::: SUPPLIED INFORMATION

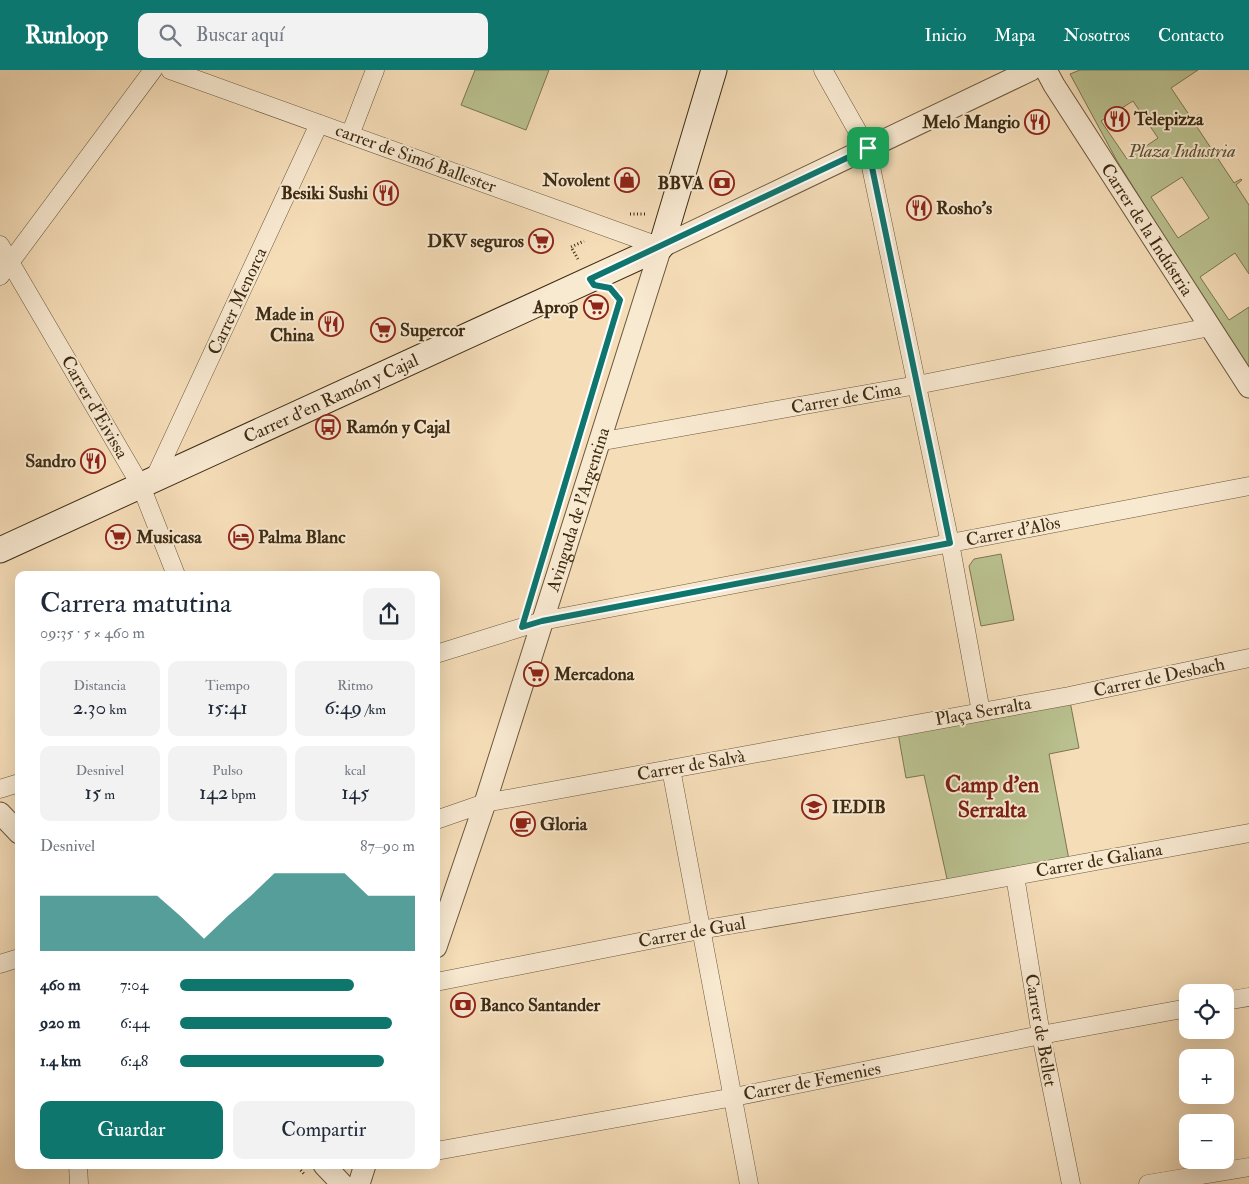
<!DOCTYPE html>
<html lang="es">
<meta charset="utf-8">
<style>
:root{--surface:#fff;--page:#f2f2f3;--text:#1f2937;--muted:#747a83;--accent:#0f766e}
body{margin:0;font-family:"IM FELL Double Pica",serif;background:var(--page);color:var(--text);height:100vh;display:flex;flex-direction:column;font-size:19px;white-space:nowrap}
*{box-sizing:border-box;margin:0}
p{font-size:16px;color:var(--muted)}
.icon{flex:none;width:28px;height:28px;fill:none;stroke:currentColor;stroke-width:2;stroke-linecap:round;stroke-linejoin:round}
.map{position:relative;flex:1;overflow:hidden}
.drawer{position:absolute;left:15px;top:501px;width:425px;height:598px;display:flex;flex-direction:column;background:var(--surface);border-radius:10px;box-shadow:0 5px 20px #0002}
.drawer>*{flex:none}
.controls{position:absolute;left:1179px;top:914px;display:grid;gap:10px}
.controls a{display:grid;place-items:center;width:55px;height:55px;border-radius:10px;background:var(--surface);box-shadow:0 5px 20px #0002;font-size:25px}
.pin{position:absolute;display:grid;place-items:center;width:42px;height:42px;color:#fff;margin:-21px;border-radius:10px;box-shadow:0 2px 8px #0006}
.round{display:grid;place-items:center;flex:none;width:52px;height:52px;border-radius:10px;background:var(--page)}
.summary{display:flex;align-items:center;justify-content:space-between;height:85px;padding:0 25px}
h1{font-size:28px;font-weight:600;line-height:38px}
.figures{display:grid;grid-template-columns:repeat(3,1fr);gap:8px;height:85px;padding:5px 25px}
.figures div{display:grid;align-content:center;border-radius:10px;background:var(--page);text-align:center}
.figures b{font-size:21px;font-weight:600}
.figures small{font-size:14px;font-weight:400}
.figures p{font-size:14px}
.chart{height:140px;padding:10px 25px}
.chart p{display:flex;justify-content:space-between}
.chart svg{width:100%;height:90px;margin-top:5px;fill:var(--accent);opacity:.7}
.cta{display:flex;gap:10px;margin-top:auto;padding:10px 25px}
.cta a{flex:1;height:58px;border-radius:10px;background:var(--accent);color:#fff;font-size:20px;font-weight:600;line-height:58px;text-align:center}
.cta a+a{background:var(--page);color:var(--text)}
ul{padding:0 25px;list-style:none;font-size:16px}
li{display:grid;grid-template-columns:80px 60px 1fr;align-items:center;height:38px}
li i{height:12px;border-radius:6px;background:var(--accent)}
header{display:flex;align-items:center;gap:30px;box-sizing:border-box;height:70px;padding:0 25px;background:var(--accent);color:#fff}
header strong{font-size:24px}
nav{display:flex;gap:28px;margin-inline-start:auto;font-size:18px}
.search{width:350px;height:45px;background:var(--page);display:flex;align-items:center;gap:12px;box-sizing:border-box;padding:0 18px;border-radius:10px;color:var(--muted);font-size:19px}
.map>svg:first-child{display:block}
.green{fill:#bac190;stroke:#7c7651;fill-rule:evenodd}
.lines{fill:none;stroke-linecap:round;stroke-linejoin:round}
.minor-casing{stroke:#6b583c;stroke-width:19}
.tertiary-casing{stroke:#6b583c;stroke-width:23}
.secondary-casing{stroke:#3d2b12;stroke-width:27}
.path{stroke:#3d2b12;stroke-width:3;stroke-dasharray:1 2.5;stroke-linecap:butt}
.minor{stroke:#f8e9d1;stroke-width:18}
.tertiary{stroke:#f8e9d1;stroke-width:21}
.secondary{stroke:#f8e9d1;stroke-width:25}
.route-casing{stroke:#fff;stroke-width:10}
.route{stroke:#0f766e;stroke-width:6}
.labels{text-anchor:middle;stroke-width:4;stroke-linejoin:round;paint-order:stroke}
.poi-label{font-size:18px;font-weight:bold;fill:#3d2b12;stroke:#f8e9d1;text-anchor:start}
.park-label{font-size:18px;font-style:italic;fill:#5c5032;stroke:#f8e9d1}
.street-label{font-size:18px;fill:#3d2b12;stroke:#f8e9d1}
.district-label{font-size:22px;font-weight:bold;fill:#7a1f14;stroke:#f8e9d1}
</style>
<header>
<strong>Runloop</strong>
<div class="search"><svg class="icon" aria-label="search" viewBox="0 0 24 24"><circle cx="10" cy="10" r="6"/><path d="M15 15l6 6"/></svg>Buscar aquí</div>
<nav><a>Inicio</a><a>Mapa</a><a>Nosotros</a><a>Contacto</a></nav>
</header>
<div class="map">
<svg width="1249" height="1114" viewBox="0 0 1249 1114">
<rect width="100%" height="100%" fill="#f5ddb8"/>
<filter id="stains"><feTurbulence type="fractalNoise" baseFrequency=".004" numOctaves="4"/><feColorMatrix values="0 0 0 0 .2 0 0 0 0 .09 0 0 0 0 .02 0 0 0 .5 -.17"/></filter>
<radialGradient id="worn" r=".72"><stop offset=".6" stop-color="#630" stop-opacity="0"/><stop offset="1" stop-color="#630" stop-opacity=".3"/></radialGradient>
<g class="green">
<polygon points="475,0 549,0 526,60 461,35"/>
<path d="M1080 0H1198L1171 18 1192 49 1199 45V46L1193 51 1234 113 1241 109 1242 110 1236 115 1249 135V204L1235 183 1200 207 1229 250 1249 237V302L1117 91 1070 4ZM1133 31 1158 68 1127 89 1101 51ZM1182 107 1209 148 1178 168 1151 127Z"/>
<polygon points="1001,484 1014,550 981,556 969,496 974,489"/>
<polygon points="1069,626 1079,678 1049,684 1070,795 949,818 924,705 906,708 897,657"/>
</g>
<g class="lines">
<defs>
<g id="minor">
<polyline points="170,0 661,177"/>
<polyline points="823,0 867,78 950,473 981,642"/>
<polyline points="350,65 375,0"/>
<polyline points="0,175 141,416 176,505"/>
<polyline points="0,206 153,0"/>
<polyline points="598,372 917,315 1210,257"/>
<polyline points="154,409 319,54"/>
<polyline points="436,584 542,551 1249,416"/>
<polyline points="671,699 749,1114"/>
<polyline points="0,719 19,713"/>
<polyline points="436,750 485,733 1069,626 1249,588"/>
<polyline points="1015,806 1041,965 1071,1114"/>
<polyline points="0,894 19,888"/>
<polyline points="436,912 700,860 942,819 1249,763"/>
<polyline points="1225,931 1249,927"/>
<polyline points="436,1081 734,1027 1041,965 1188,938"/>
<polyline points="78,1095 79,1114"/>
<polyline points="1148,1114 1249,1097"/>
</g>
<g id="tertiary">
<path id="s1" d="M1046 0 1054 15 1249 317"/>
<polyline points="0,743 19,763"/>
<path id="s2" d="M436 877 485 733 661 177 1031 0"/>
<polyline points="324,1095 342,1114"/>
<polyline points="359,1114 365,1095"/>
</g>
<g id="secondary">
<path id="s3" d="M0 480 661 177 714 0"/>
</g>
</defs>
<use href="#minor" class="minor-casing"/>
<use href="#tertiary" class="tertiary-casing"/>
<use href="#secondary" class="secondary-casing"/>
<g class="path">
<polyline points="630,144 647,144"/>
<polyline points="578,189 571,177 584,171"/>
<polyline points="296,1095 304,1104"/>
</g>
<use href="#minor" class="minor"/>
<use href="#tertiary" class="tertiary"/>
<use href="#secondary" class="secondary"/>
</g>
<g class="lines">
<defs>
<polygon id="route" points="868,78 950,473 542,551 522,557 620,230 610,218 594,215 590,209"/>
</defs>
<use href="#route" class="route-casing"/>
<use href="#route" class="route"/>
</g>
<defs>
<symbol id="restaurant-ring" viewBox="-11 -11 22 22"><circle r="9.5" fill="#f8e9d1" stroke="#8f2418" stroke-width="1.5"/><path d="M-5-6h1v4h1v-4h1v4h1v-4h1v5L-1.5 .5V6h-2V.5L-5-1ZM5-6V6H3V1.5H1.5Q1.5-4 5-6Z" fill="#8f2418"/></symbol>
<symbol id="shop-ring" viewBox="-11 -11 22 22"><circle r="9.5" fill="#f8e9d1" stroke="#8f2418" stroke-width="1.5"/><path d="M-5-2.5h2.3a2.7 3.5 0 0 1 5.4 0H5L5.5 6h-11ZM-1.5-2.5h3a1.5 2.3 0 0 0-3 0Z" fill="#8f2418"/></symbol>
<symbol id="bank-ring" viewBox="-11 -11 22 22"><circle r="9.5" fill="#f8e9d1" stroke="#8f2418" stroke-width="1.5"/><path d="M-6-4H6V4H-6ZM0-2.3a2.3 2.3 0 1 0 0 4.6a2.3 2.3 0 1 0 0-4.6Z" fill="#8f2418"/></symbol>
<symbol id="supermarket-ring" viewBox="-11 -11 22 22"><circle r="9.5" fill="#f8e9d1" stroke="#8f2418" stroke-width="1.5"/><path d="M-6-5.5h2.5l.6 2H6L4.5 2H-2.5L-4.4-4H-6ZM-1.5 3.2a1.3 1.3 0 1 0 .1 0ZM3 3.2a1.3 1.3 0 1 0 .1 0Z" fill="#8f2418"/></symbol>
<symbol id="bus-ring" viewBox="-11 -11 22 22"><circle r="9.5" fill="#f8e9d1" stroke="#8f2418" stroke-width="1.5"/><path d="M-5-6H5V4H4V6H2V4H-2V6H-4V4H-5ZM-3.5-4V0h7V-4ZM-3.5 1.2v1.5H-2V1.2ZM2 1.2v1.5H3.5V1.2Z" fill="#8f2418"/></symbol>
<symbol id="hotel-ring" viewBox="-11 -11 22 22"><circle r="9.5" fill="#f8e9d1" stroke="#8f2418" stroke-width="1.5"/><path d="M-6-4.5h1.5V1H6V5H4.5V3h-9V5H-6ZM-4 0a1.8 1.8 0 1 1 3.6 0ZM.5 0V-2.5h3Q6-2.5 6 0Z" fill="#8f2418"/></symbol>
<symbol id="university-ring" viewBox="-11 -11 22 22"><circle r="9.5" fill="#f8e9d1" stroke="#8f2418" stroke-width="1.5"/><path d="M0-5L7-2L0 1L-7-2ZM-4 1L0 2.5L4 1V4Q0 6-4 4Z" fill="#8f2418"/></symbol>
<symbol id="cafe-ring" viewBox="-11 -11 22 22"><circle r="9.5" fill="#f8e9d1" stroke="#8f2418" stroke-width="1.5"/><path d="M-5.5-4.5H6V0H3Q3 3.5 0 3.5H-2.5Q-5.5 3.5-5.5 0ZM3-3.2v2h1.7v-2ZM-6 4.5H4V6H-6Z" fill="#8f2418"/></symbol>
</defs>
<g fill-rule="evenodd">
<use href="#restaurant-ring" x="1103" y="35" width="28" height="28"/>
<use href="#restaurant-ring" x="1023" y="38" width="28" height="28"/>
<use href="#shop-ring" x="613" y="96" width="28" height="28"/>
<use href="#bank-ring" x="708" y="99" width="28" height="28"/>
<use href="#restaurant-ring" x="372" y="109" width="28" height="28"/>
<use href="#restaurant-ring" x="905" y="124" width="28" height="28"/>
<use href="#supermarket-ring" x="527" y="157" width="28" height="28"/>
<use href="#supermarket-ring" x="582" y="223" width="28" height="28"/>
<use href="#restaurant-ring" x="317" y="240" width="28" height="28"/>
<use href="#supermarket-ring" x="369" y="246" width="28" height="28"/>
<use href="#bus-ring" x="314" y="343" width="28" height="28"/>
<use href="#restaurant-ring" x="79" y="377" width="28" height="28"/>
<use href="#supermarket-ring" x="104" y="453" width="28" height="28"/>
<use href="#hotel-ring" x="227" y="453" width="28" height="28"/>
<use href="#supermarket-ring" x="522" y="590" width="28" height="28"/>
<use href="#university-ring" x="800" y="723" width="28" height="28"/>
<use href="#cafe-ring" x="509" y="740" width="28" height="28"/>
<use href="#bank-ring" x="449" y="921" width="28" height="28"/>
</g>
<g class="labels">
<g class="poi-label">
<text x="1134" y="55">Telepizza</text>
<text x="1020" y="58" text-anchor="end">Melo Mangio</text>
<text x="610" y="116" text-anchor="end">Novolent</text>
<text x="704" y="119" text-anchor="end">BBVA</text>
<text x="368" y="129" text-anchor="end">Besiki Sushi</text>
<text x="936" y="144">Rosho's</text>
<text x="524" y="177" text-anchor="end">DKV seguros</text>
<text x="578" y="243" text-anchor="end">Aprop</text>
<text x="314" y="250" text-anchor="end">Made in<tspan x="314" dy="21">China</tspan></text>
<text x="400" y="266">Supercor</text>
<text x="346" y="363">Ramón y Cajal</text>
<text x="76" y="397" text-anchor="end">Sandro</text>
<text x="136" y="473">Musicasa</text>
<text x="258" y="473">Palma Blanc</text>
<text x="554" y="610">Mercadona</text>
<text x="832" y="743">IEDIB</text>
<text x="540" y="760">Gloria</text>
<text x="480" y="941">Banco Santander</text>
</g>
<g class="park-label">
<text x="1182" y="87">Plaza Industria</text>
</g>
<g class="street-label">
<text transform="translate(416 88) rotate(20)" y="6">carrer de Simó Ballester</text>
<text dy="6" stroke="none"><textPath href="#s1" startOffset="189">Carrer de la Indústria</textPath></text>
<text transform="translate(237 231) rotate(-65)" y="6">Carrer Menorca</text>
<text dy="6" stroke="none"><textPath href="#s3" startOffset="364">Carrer d'en Ramón y Cajal</textPath></text>
<text transform="translate(846 328) rotate(-10)" y="6">Carrer de Cima</text>
<text transform="translate(95 337) rotate(60)" y="6">Carrer d'Eivissa</text>
<text dy="6" stroke="none"><textPath href="#s2" startOffset="460">Avinguda de l'Argentina</textPath></text>
<text transform="translate(1013 461) rotate(-11)" y="6">Carrer d'Alòs</text>
<text transform="translate(1159 607) rotate(-12)" y="6">Carrer de Desbach</text>
<text transform="translate(983 641) rotate(-10)" y="6">Plaça Serralta</text>
<text transform="translate(691 695) rotate(-10)" y="6">Carrer de Salvà</text>
<text transform="translate(1099 790) rotate(-10)" y="6">Carrer de Galiana</text>
<text transform="translate(692 862) rotate(-10)" y="6">Carrer de Gual</text>
<text transform="translate(1041 960) rotate(80)" y="6">Carrer de Bellet</text>
<text transform="translate(812 1011) rotate(-11)" y="6">Carrer de Femenies</text>
</g>
<g class="district-label">
<text x="992" y="722">Camp d'en<tspan x="992" dy="25">Serralta</tspan></text>
</g>
</g>
<rect width="100%" height="100%" filter="url(#stains)"/>
<rect width="100%" height="100%" fill="url(#worn)"/>
</svg>
<div class="controls">
<a><svg class="icon" aria-label="locate" viewBox="0 0 24 24"><circle cx="12" cy="12" r="6"/><path d="M12 2v4M12 18v4M2 12h4M18 12h4"/></svg></a>
<a>+</a>
<a>−</a>
</div>
<div class="pin" style="left:868px;top:78px;background:#1e9e55"><svg class="icon" aria-label="arrive" viewBox="0 0 24 24"><path d="M6 21V4h12l-3 4 3 4H6"/></svg></div>
<section class="drawer">
<div class="summary"><div><h1>Carrera matutina</h1><p>09:35 · 5 × 460 m</p></div><a class="round"><svg class="icon" aria-label="share" viewBox="0 0 24 24"><path d="M12 15V3M7 8l5-5 5 5M5 13v7h14v-7"/></svg></a></div>
<div class="figures">
<div><p>Distancia</p><b>2.30<small> km</small></b></div>
<div><p>Tiempo</p><b>15:41</b></div>
<div><p>Ritmo</p><b>6:49<small> /km</small></b></div>
</div>
<div class="figures">
<div><p>Desnivel</p><b>15<small> m</small></b></div>
<div><p>Pulso</p><b>142<small> bpm</small></b></div>
<div><p>kcal</p><b>145</b></div>
</div>
<div class="chart"><p><span>Desnivel</span>87–90 m</p>
<svg viewBox="0 0 160 44" preserveAspectRatio="none"><path d="M0 44V17L10 17L20 17L30 17L40 17L50 17L60 27L70 38L80 27L90 17L100 6L110 6L120 6L130 6L140 17L150 17L160 17V44z"/></svg>
</div>
<ul>
<li><b>460 m</b>7:04<i style="width:74%"></i></li>
<li><b>920 m</b>6:44<i style="width:90%"></i></li>
<li><b>1.4 km</b>6:48<i style="width:87%"></i></li>
</ul>
<div class="cta"><a>Guardar</a><a>Compartir</a></div>
</section>
</div>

::::::

◆ **HOW TO COMPLETE THIS TASK**: Give again exactly, and only, the lines above starting at the one with "<strong>Runloop</strong>" and ending at the one with "1054 15 1249".

◆ **RESULT OF THIS TASK**:
<strong>Runloop</strong>
<div class="search"><svg class="icon" aria-label="search" viewBox="0 0 24 24"><circle cx="10" cy="10" r="6"/><path d="M15 15l6 6"/></svg>Buscar aquí</div>
<nav><a>Inicio</a><a>Mapa</a><a>Nosotros</a><a>Contacto</a></nav>
</header>
<div class="map">
<svg width="1249" height="1114" viewBox="0 0 1249 1114">
<rect width="100%" height="100%" fill="#f5ddb8"/>
<filter id="stains"><feTurbulence type="fractalNoise" baseFrequency=".004" numOctaves="4"/><feColorMatrix values="0 0 0 0 .2 0 0 0 0 .09 0 0 0 0 .02 0 0 0 .5 -.17"/></filter>
<radialGradient id="worn" r=".72"><stop offset=".6" stop-color="#630" stop-opacity="0"/><stop offset="1" stop-color="#630" stop-opacity=".3"/></radialGradient>
<g class="green">
<polygon points="475,0 549,0 526,60 461,35"/>
<path d="M1080 0H1198L1171 18 1192 49 1199 45V46L1193 51 1234 113 1241 109 1242 110 1236 115 1249 135V204L1235 183 1200 207 1229 250 1249 237V302L1117 91 1070 4ZM1133 31 1158 68 1127 89 1101 51ZM1182 107 1209 148 1178 168 1151 127Z"/>
<polygon points="1001,484 1014,550 981,556 969,496 974,489"/>
<polygon points="1069,626 1079,678 1049,684 1070,795 949,818 924,705 906,708 897,657"/>
</g>
<g class="lines">
<defs>
<g id="minor">
<polyline points="170,0 661,177"/>
<polyline points="823,0 867,78 950,473 981,642"/>
<polyline points="350,65 375,0"/>
<polyline points="0,175 141,416 176,505"/>
<polyline points="0,206 153,0"/>
<polyline points="598,372 917,315 1210,257"/>
<polyline points="154,409 319,54"/>
<polyline points="436,584 542,551 1249,416"/>
<polyline points="671,699 749,1114"/>
<polyline points="0,719 19,713"/>
<polyline points="436,750 485,733 1069,626 1249,588"/>
<polyline points="1015,806 1041,965 1071,1114"/>
<polyline points="0,894 19,888"/>
<polyline points="436,912 700,860 942,819 1249,763"/>
<polyline points="1225,931 1249,927"/>
<polyline points="436,1081 734,1027 1041,965 1188,938"/>
<polyline points="78,1095 79,1114"/>
<polyline points="1148,1114 1249,1097"/>
</g>
<g id="tertiary">
<path id="s1" d="M1046 0 1054 15 1249 317"/>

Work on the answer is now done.